**Problem statement:** Give back the full listing exactly, setting the pictures aside.

**Material provided:**
-- Opening Marker --

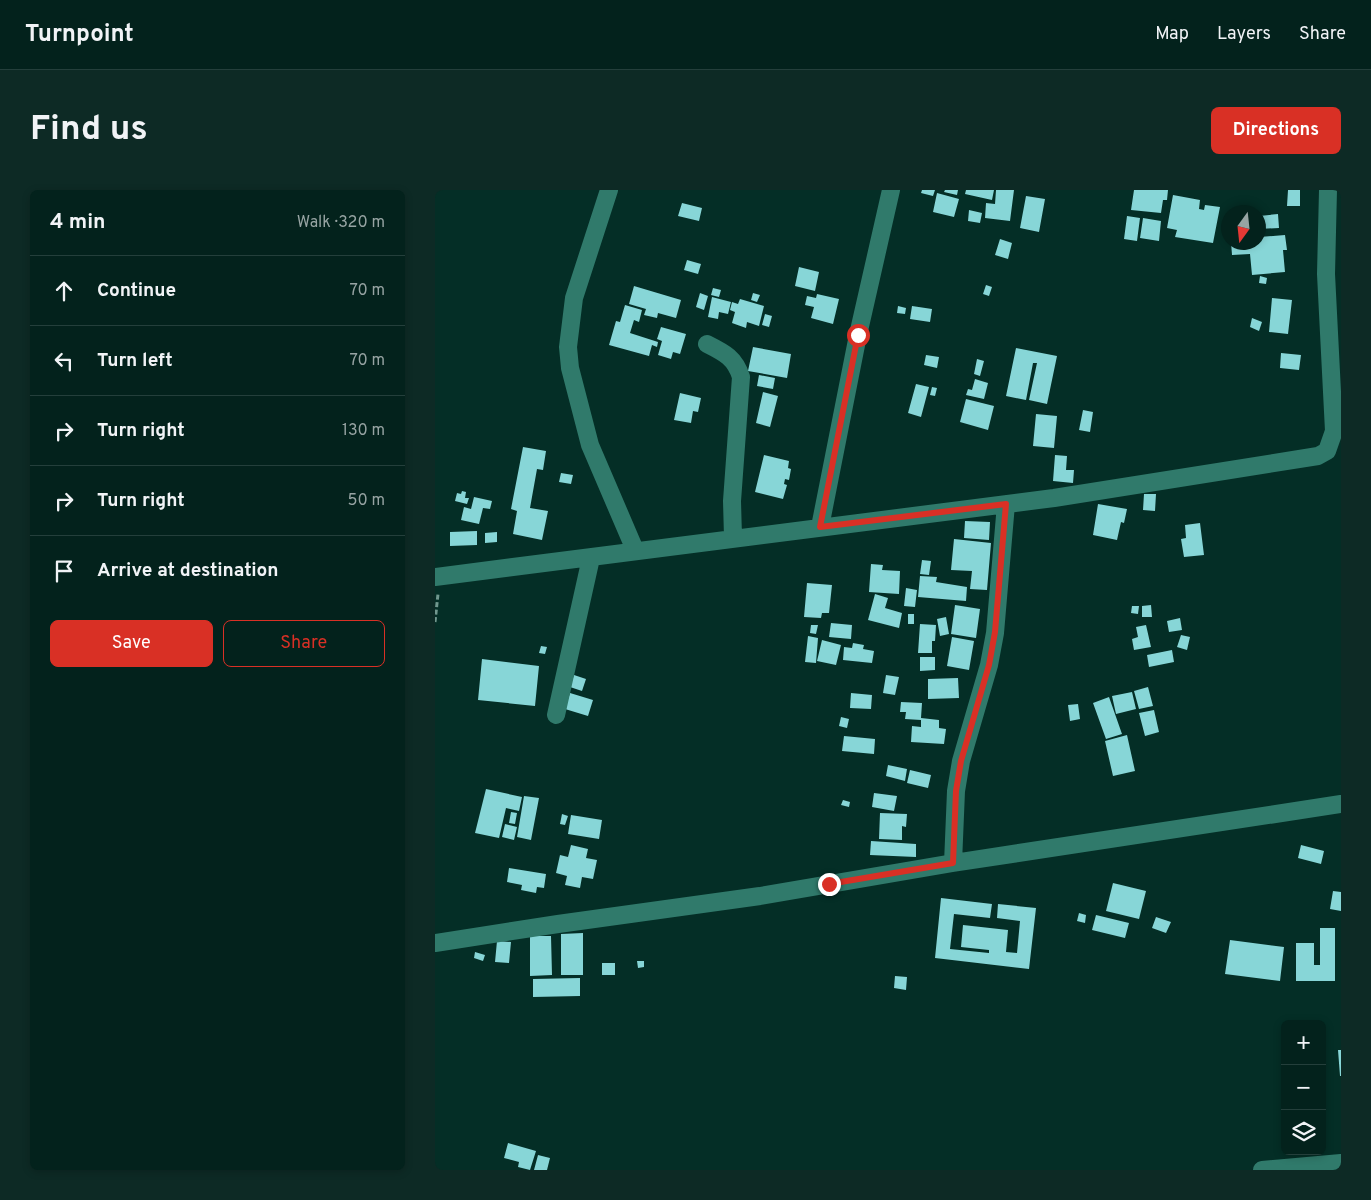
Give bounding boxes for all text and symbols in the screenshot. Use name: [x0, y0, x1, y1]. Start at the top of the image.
text: Turnpoint: [25, 20, 134, 50]
text: Map: [1155, 23, 1189, 46]
text: Layers: [1217, 23, 1271, 46]
text: Share: [1299, 23, 1346, 46]
button: Directions: [1211, 107, 1341, 154]
text: Find us: [30, 108, 148, 152]
north arrow: [1221, 205, 1266, 250]
text: 4 min: [50, 209, 106, 236]
text: Walk · 320 m: [297, 213, 385, 233]
icon: ahead: [50, 277, 78, 305]
text: Continue: [97, 279, 176, 303]
text: 70 m: [350, 281, 385, 301]
route start: [847, 324, 870, 347]
icon: left: [50, 347, 78, 375]
text: Turn left: [97, 349, 173, 373]
text: 70 m: [350, 351, 385, 371]
icon: right: [50, 417, 78, 445]
text: Turn right: [97, 419, 185, 443]
text: 130 m: [342, 421, 385, 441]
icon: right: [50, 487, 78, 515]
text: Turn right: [97, 489, 185, 513]
text: 50 m: [348, 491, 385, 511]
icon: arrive: [50, 557, 78, 585]
text: Arrive at destination: [97, 559, 278, 583]
button: Save: [50, 620, 213, 667]
button: Share: [223, 620, 385, 667]
route end: [818, 873, 841, 896]
map controls: [1281, 1020, 1326, 1155]
button: +: [1281, 1020, 1326, 1065]
button: −: [1281, 1065, 1326, 1110]
button: layers: [1281, 1110, 1326, 1155]

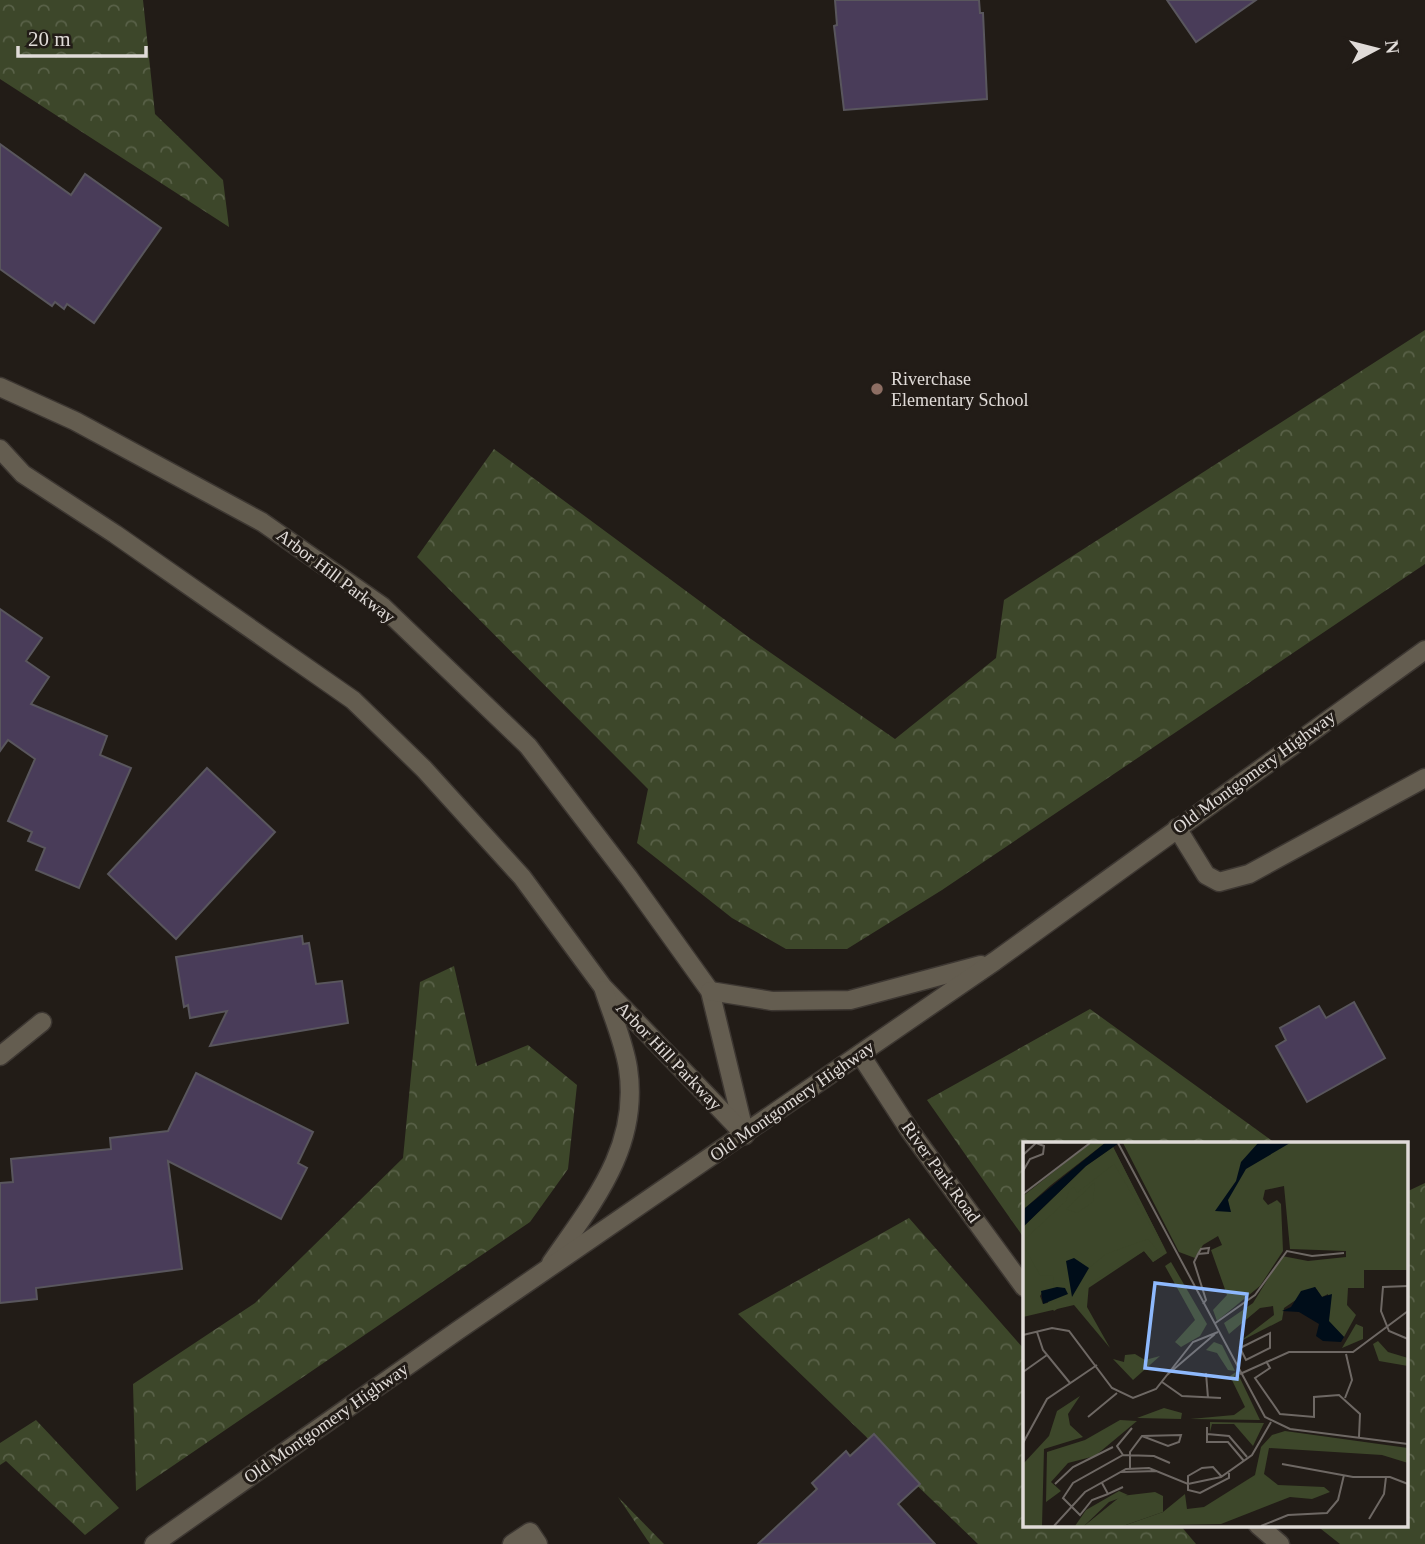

-- Closing Marker --

**Response to this exercise:**
Give bounding boxes for all text and symbols in the screenshot. Use name: [x0, y0, x1, y1]. Start at the top of the image.
text: Turnpoint: [25, 20, 134, 50]
text: Map: [1155, 23, 1189, 46]
text: Layers: [1217, 23, 1271, 46]
text: Share: [1299, 23, 1346, 46]
button: Directions: [1211, 107, 1341, 154]
text: Find us: [30, 108, 148, 152]
north arrow: [1221, 205, 1266, 250]
text: 4 min: [50, 209, 106, 236]
text: Walk · 320 m: [297, 213, 385, 233]
icon: ahead: [50, 277, 78, 305]
text: Continue: [97, 279, 176, 303]
text: 70 m: [350, 281, 385, 301]
route start: [847, 324, 870, 347]
icon: left: [50, 347, 78, 375]
text: Turn left: [97, 349, 173, 373]
text: 70 m: [350, 351, 385, 371]
icon: right: [50, 417, 78, 445]
text: Turn right: [97, 419, 185, 443]
text: 130 m: [342, 421, 385, 441]
icon: right: [50, 487, 78, 515]
text: Turn right: [97, 489, 185, 513]
text: 50 m: [348, 491, 385, 511]
icon: arrive: [50, 557, 78, 585]
text: Arrive at destination: [97, 559, 278, 583]
button: Save: [50, 620, 213, 667]
button: Share: [223, 620, 385, 667]
route end: [818, 873, 841, 896]
map controls: [1281, 1020, 1326, 1155]
button: +: [1281, 1020, 1326, 1065]
button: −: [1281, 1065, 1326, 1110]
button: layers: [1281, 1110, 1326, 1155]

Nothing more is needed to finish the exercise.